# EIB Lichtanlage



## franticzek (10 Februar 2017)

Hallo Zusammen,

das wird hier mein erster Versuch.
Ich programmiere eigentlich S7 Programme, hatte EIB in meiner ersten Ausbildung in der Berufsschule (also kann man vergessen ) und mir wurde jetzt eine kleine Aufgabe aufgetragen:

In unserer Firma wurde vor ca. 10 jahren einen EIB Lichtanlage der Firma ABB installiert, auf jeder Etage sitzt in den Verteilern das EIB Modul mit den zugehörigen Aktoren usw. ....
Die Schalter sind von verschiedenen Herstellern.
Das Programm ist auf einen alten Rechner mit ETS2 erstellt worden und ich konnte es noch retten, also die Addresszuordung und Gruppen usw.
Jetzt meine Fragen:

1. Sind die einzelnen Etagenmodule zwangsläufig miteinander verbunden?(müssen sie eigentlich, da bei Scharfschaltung der Alarmanalge alle Lampen ausgehen) und kann ich ein einzelnes austauschen?
2. Sind die einzelnen Aktoren "abwärtskompatibel"? Ich würde gerne ein neues Modul kaufen, aber die alten Aktoren behalten.
3. Sobald ich einen Taster entferne, bleibt dann seine Adresse erhalten?
4. und mein Hauptproblem: gibt es eine Hauptschnittstelle wie bei einer SPS steuerung oder sind das alles einzelne Module mit Verbindung untereinander? 
( die Aktoren schalten die einzelnen lampen usw, das habe ich soweit begriffen  )

Vielen Dank!


----------



## GLT (10 Februar 2017)

franticzek schrieb:


> vor ca. 10 jahren einen EIB Lichtanlage der Firma ABB installiert


Es ist eine EIB (jetzt KNX) Anlage - nicht von ABB sondern MIT ABB-Komponenten - ein kleiner, feiner, aber wichtiger Unterschied.



franticzek schrieb:


> in den Verteilern das EIB Modul mit den zugehörigen Aktoren


Das dürften idR die Linienkoppler sein u. kein "EIB-Modul" - genaue Typenbezeichnung hilft; schätze LK/S ;-)



franticzek schrieb:


> Das Programm ist auf einen alten Rechner mit ETS2 erstellt worden und ich konnte es noch retten, also die Addresszuordung und Gruppen usw.

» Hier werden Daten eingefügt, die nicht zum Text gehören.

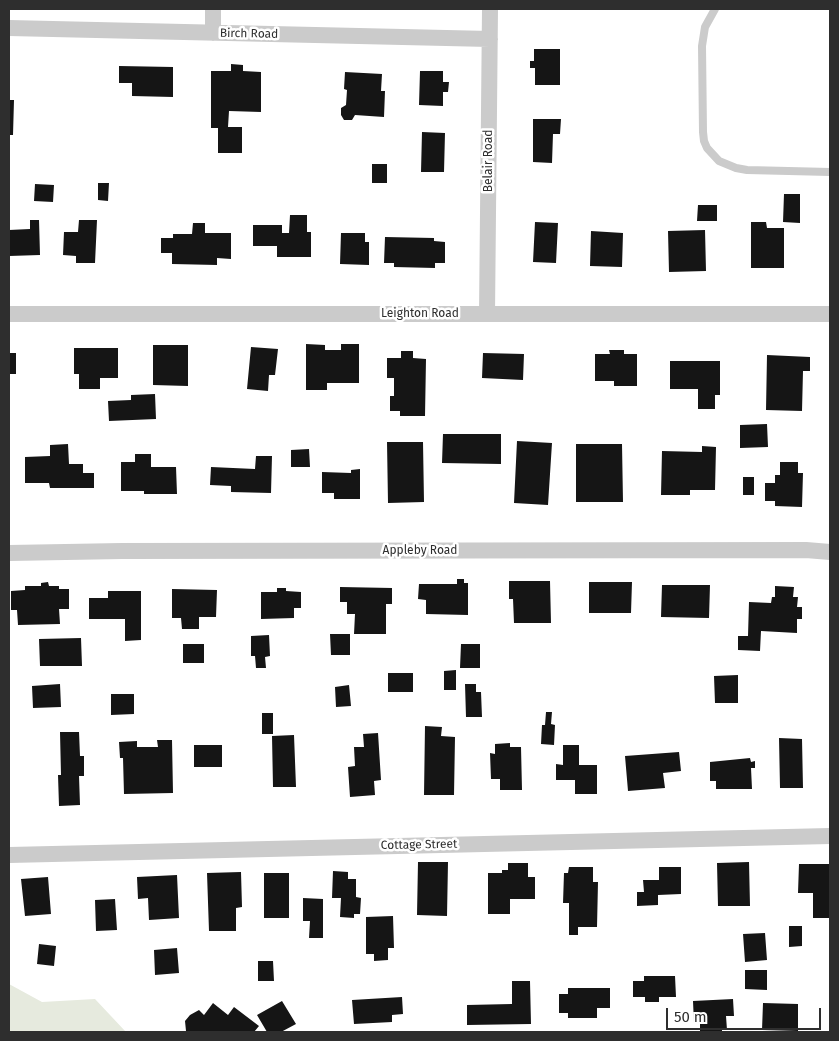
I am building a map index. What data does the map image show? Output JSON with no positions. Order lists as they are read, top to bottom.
{
  "streets": {
    "street": [
      "Birch Road",
      "Belair Road",
      "Leighton Road",
      "Appleby Road",
      "Cottage Street"
    ]
  },
  "crossings": [
    ["Birch Road", "Belair Road"],
    ["Belair Road", "Leighton Road"]
  ],
  "scale_bar": "50 m"
}
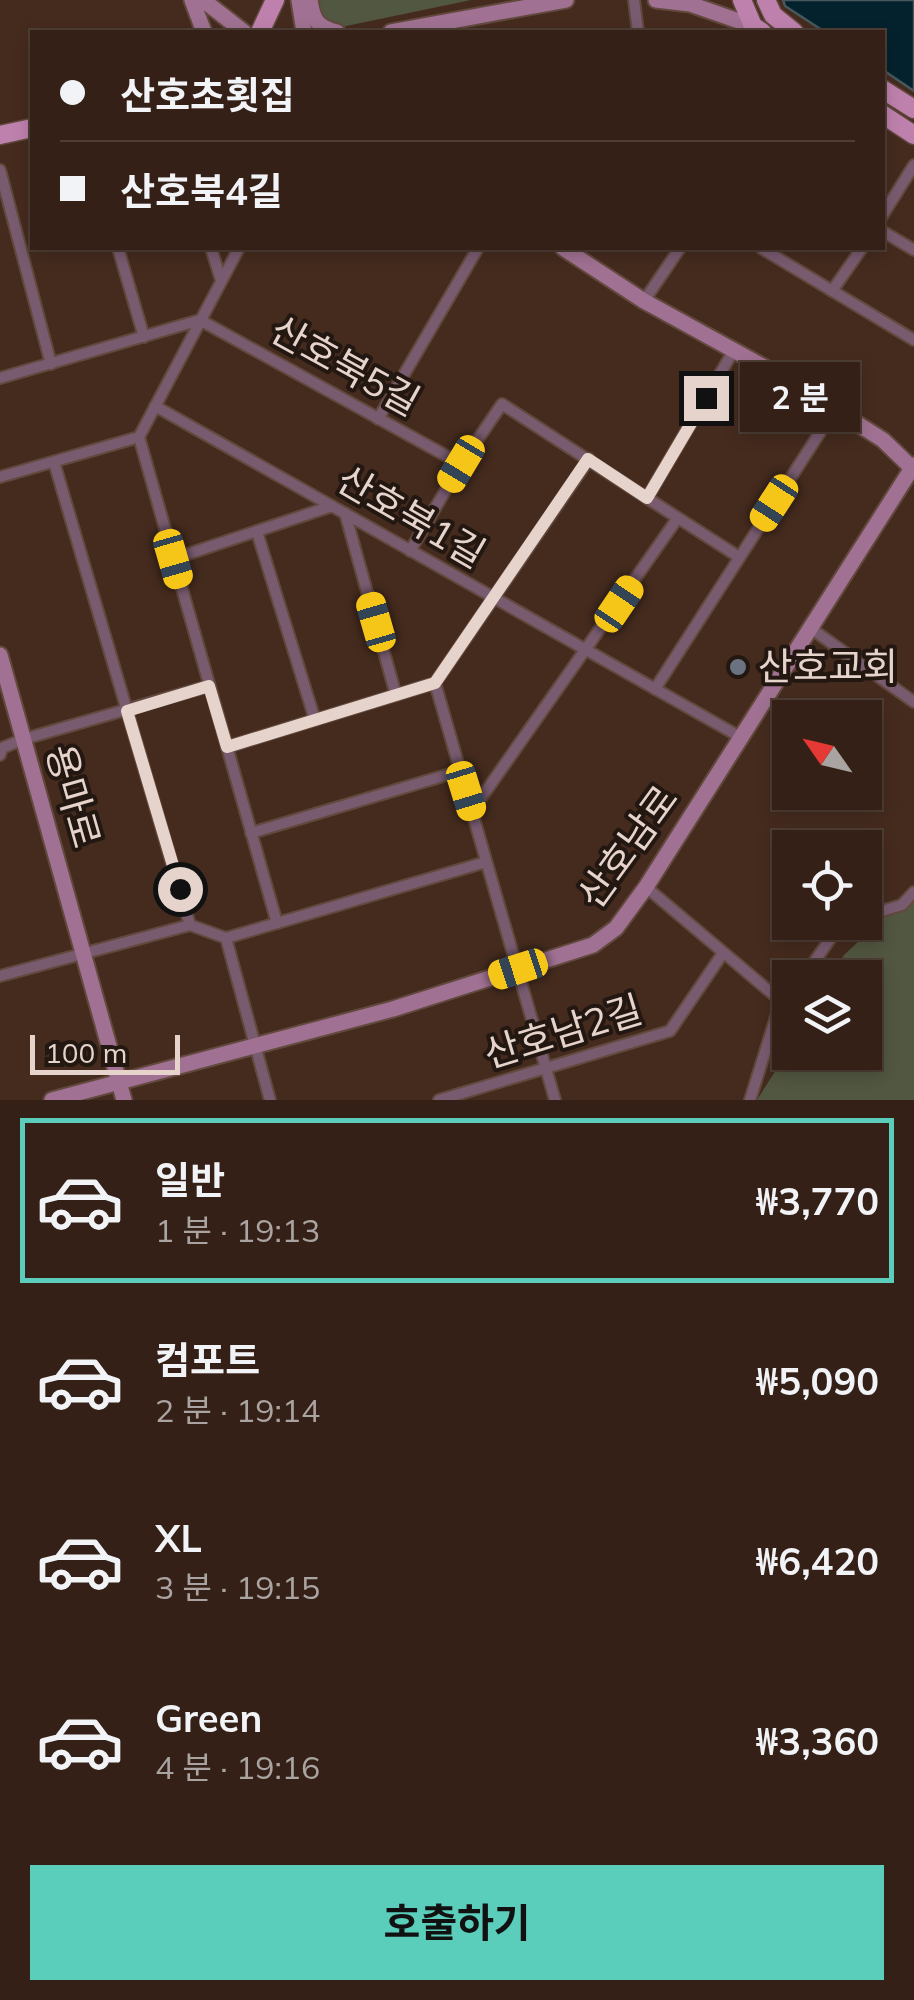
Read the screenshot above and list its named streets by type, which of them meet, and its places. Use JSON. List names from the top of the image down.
{
  "streets": {
    "main road": ["용마로", "산호남로"],
    "street": ["산호북5길", "산호북1길", "산호남2길"]
  },
  "crossings": [
    ["산호북1길", "산호남로"],
    ["용마로", "산호남로"]
  ],
  "places": ["산호교회"],
  "scale_bar": "100 m",
  "north": "top left",
  "page": {
    "banner": ["산호초횟집", "산호북4길"],
    "bubble": "2 분",
    "scale": "100 m",
    "list": [
      {
        "name": "일반",
        "note": "1 분 · 19:13",
        "value": "₩3,770"
      },
      {
        "name": "컴포트",
        "note": "2 분 · 19:14",
        "value": "₩5,090"
      },
      {
        "name": "XL",
        "note": "3 분 · 19:15",
        "value": "₩6,420"
      },
      {
        "name": "Green",
        "note": "4 분 · 19:16",
        "value": "₩3,360"
      }
    ],
    "buttons": "호출하기"
  }
}
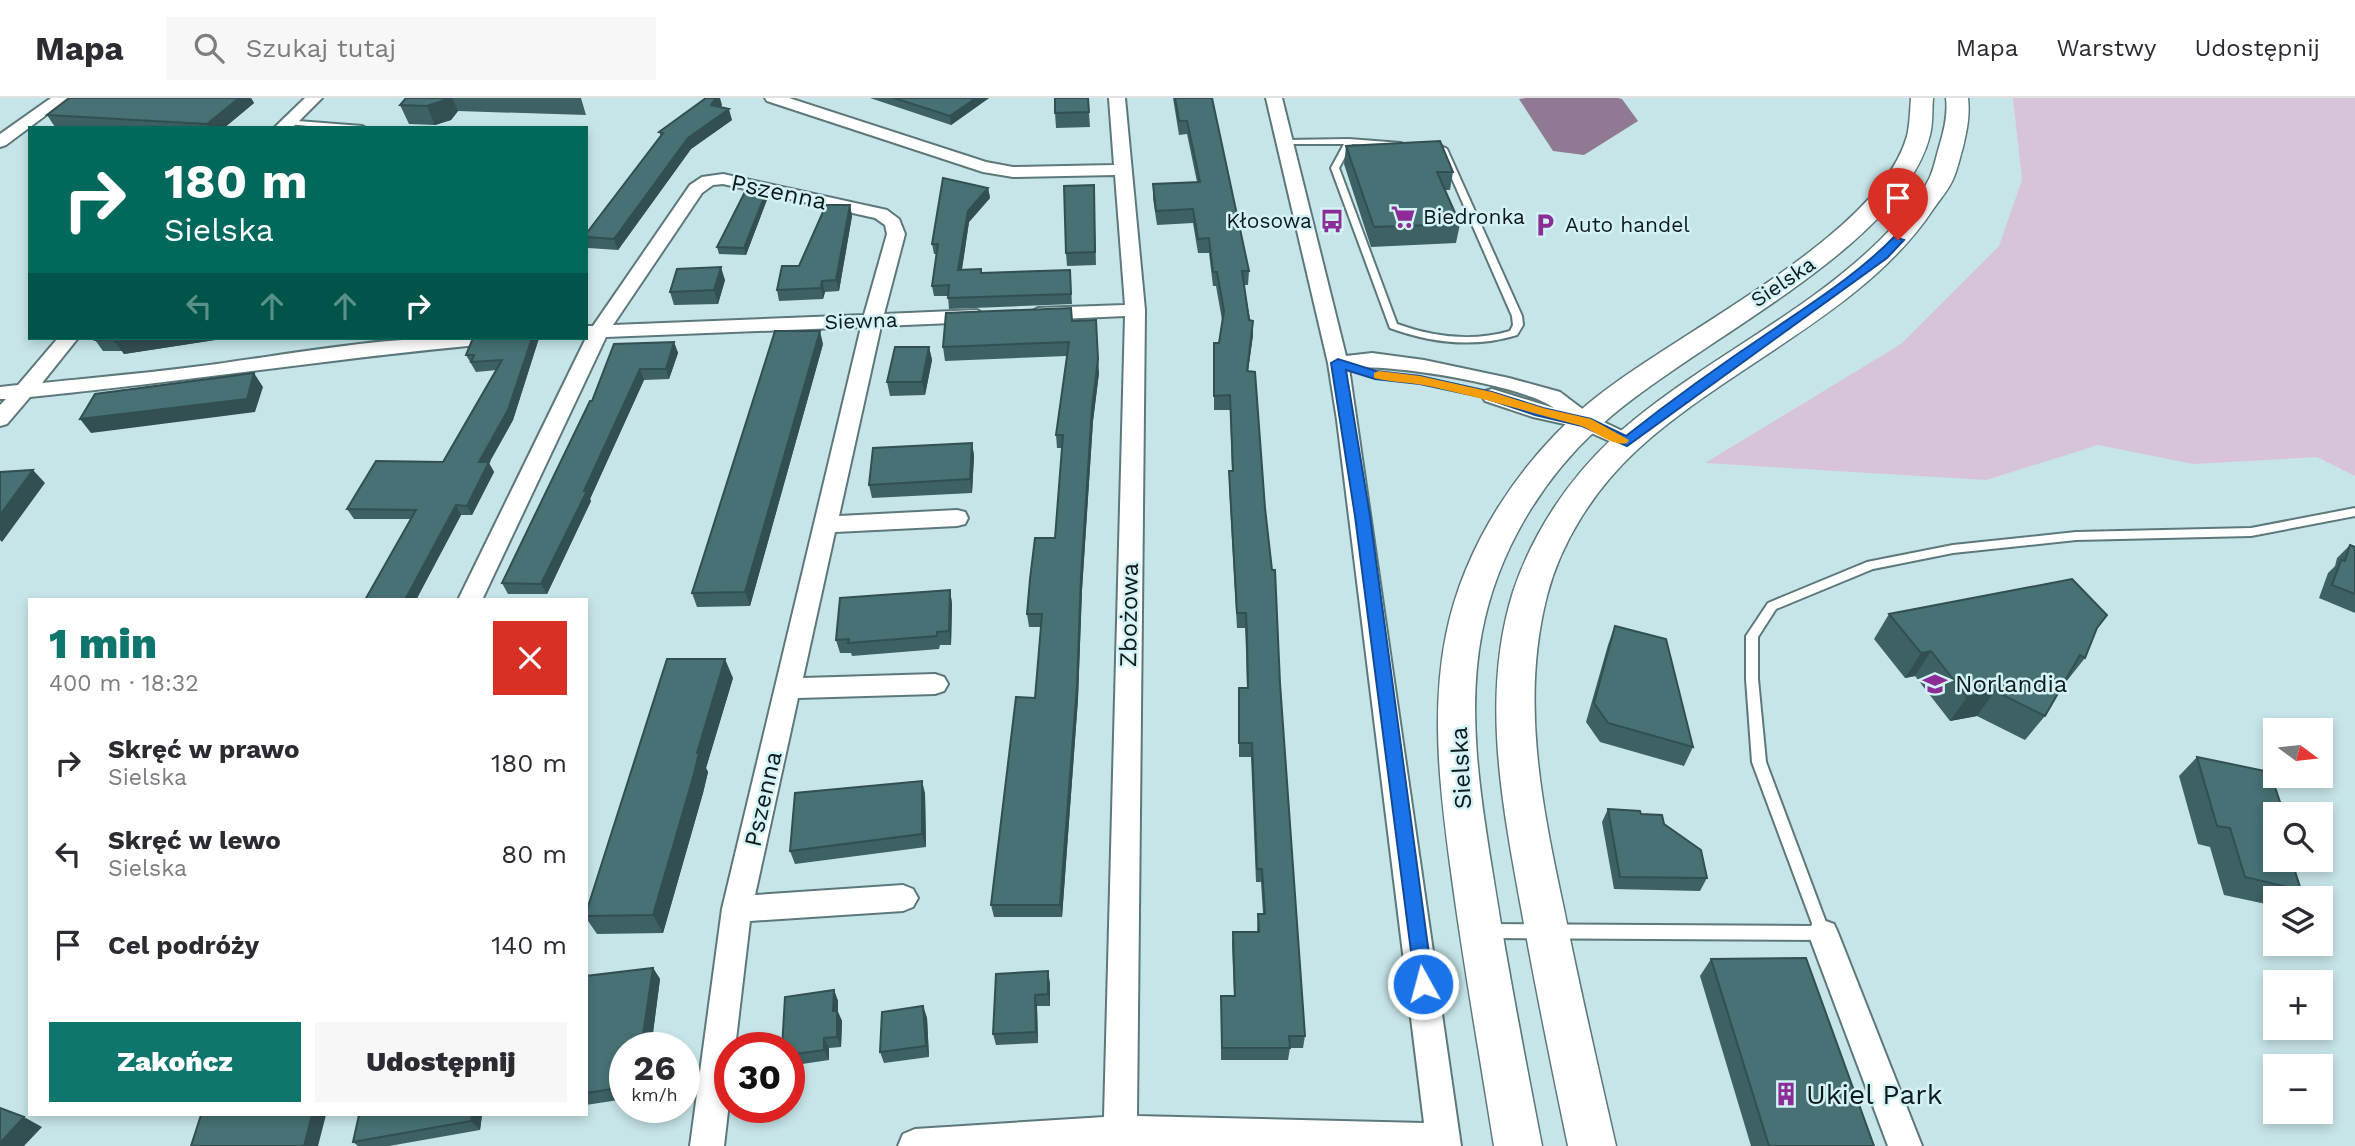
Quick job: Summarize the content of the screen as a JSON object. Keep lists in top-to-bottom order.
{
  "streets": {
    "main road": ["Sielska"],
    "street": ["Pszenna", "Siewna", "Zbożowa"]
  },
  "crossings": [
    ["Pszenna", "Siewna"]
  ],
  "places": {
    "supermarket": ["Biedronka"],
    "bus stop": ["Kłosowa"],
    "parking": ["Auto handel"],
    "school or university": ["Norlandia"],
    "building": ["Ukiel Park"]
  },
  "north": "right",
  "page": {
    "header": "Mapa",
    "search": "Szukaj tutaj",
    "nav": ["Mapa", "Warstwy", "Udostępnij"],
    "turn": ["180 m", "Sielska"],
    "heading": ["1 min", "400 m · 18:32"],
    "list": [
      {
        "name": "Skręć w prawo",
        "note": "Sielska",
        "value": "180 m"
      },
      {
        "name": "Skręć w lewo",
        "note": "Sielska",
        "value": "80 m"
      },
      {
        "name": "Cel podróży",
        "value": "140 m"
      }
    ],
    "map_buttons": ["+", "−"],
    "buttons": ["Zakończ", "Udostępnij"],
    "speed": "26 km/h",
    "limit": "30"
  }
}
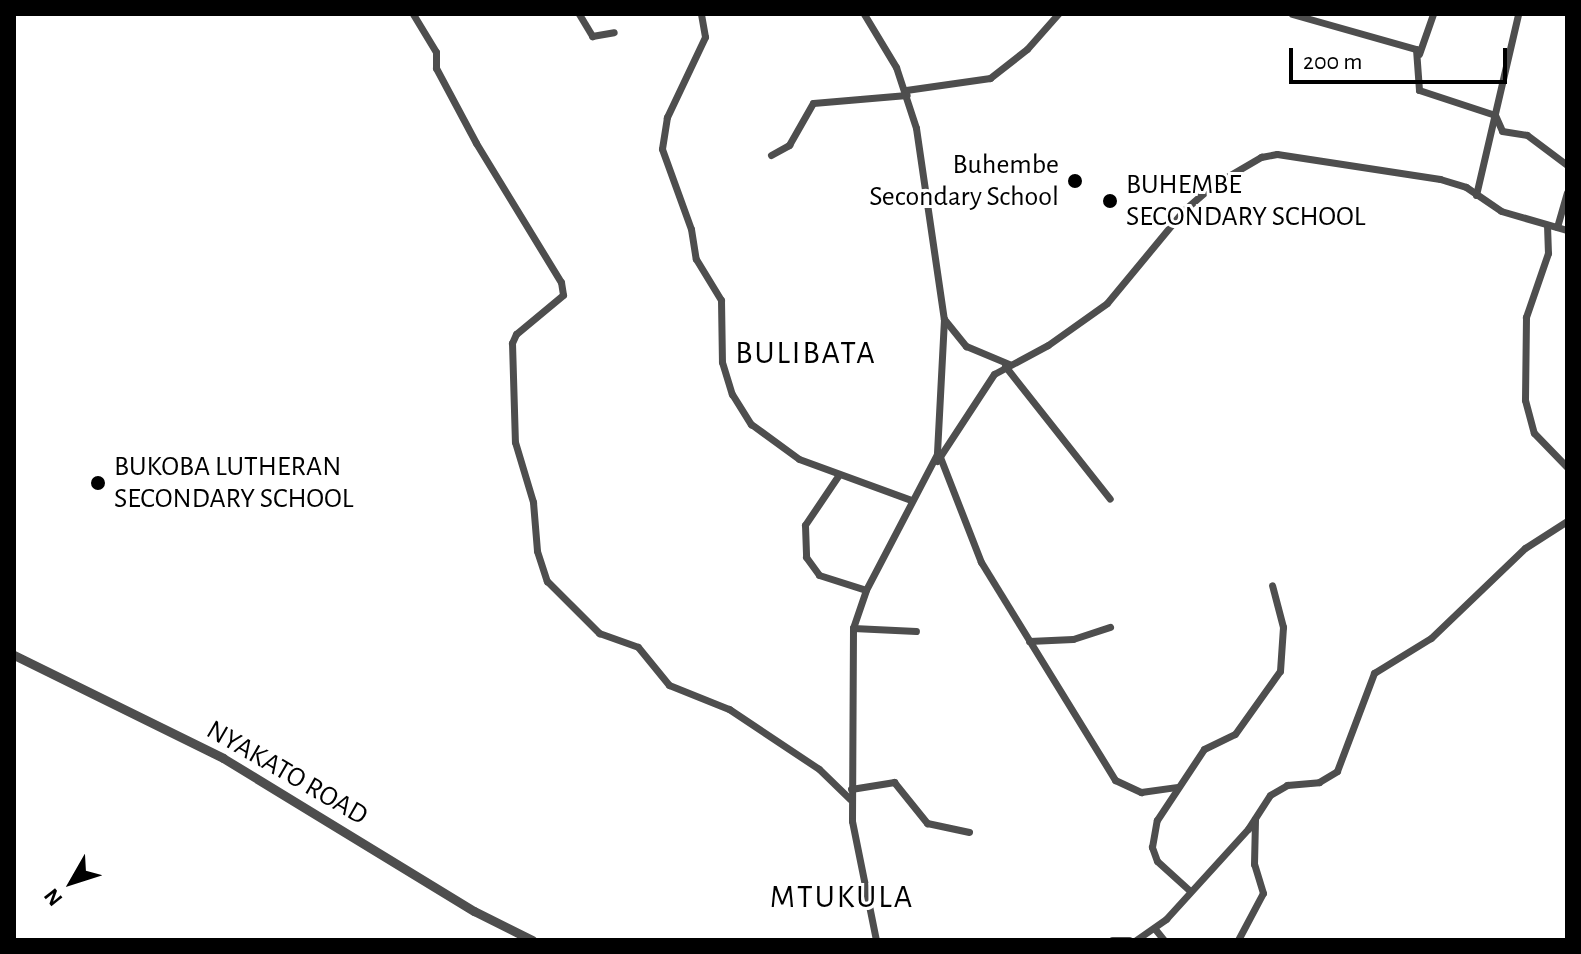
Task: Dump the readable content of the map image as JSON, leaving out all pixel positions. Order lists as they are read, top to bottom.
{
  "streets": {
    "street": ["NYAKATO ROAD"]
  },
  "districts": ["BULIBATA", "MTUKULA"],
  "places": ["Buhembe Secondary School", "BUHEMBE SECONDARY SCHOOL", "BUKOBA LUTHERAN SECONDARY SCHOOL"],
  "scale_bar": "200 m",
  "north": "bottom left"
}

Die eib.db ist also vorhanden bzw. die .pr-Datei - das ist schon mal gut.



franticzek schrieb:


> Sind die einzelnen Etagenmodule zwangsläufig miteinander verbunden?


Da es wohl die Linienkoppler sind - sicher; anders ergäbe es auch keinen Sinn.



franticzek schrieb:


> Sind die einzelnen Aktoren "abwärtskompatibel"? Ich würde gerne ein neues Modul kaufen, aber die alten Aktoren behalten.


KNX (EIB,Instabus) sind vollständig rückwärtskompatibel. Es gibt allerdings Geräte, die mit neuerer ETS nicht zur verarbeiten sind (u. neuere, die mit der alten ETS nicht gehen) - das gilt abzuprüfen.



franticzek schrieb:


> Sobald ich einen Taster entferne, bleibt dann seine Adresse erhalten?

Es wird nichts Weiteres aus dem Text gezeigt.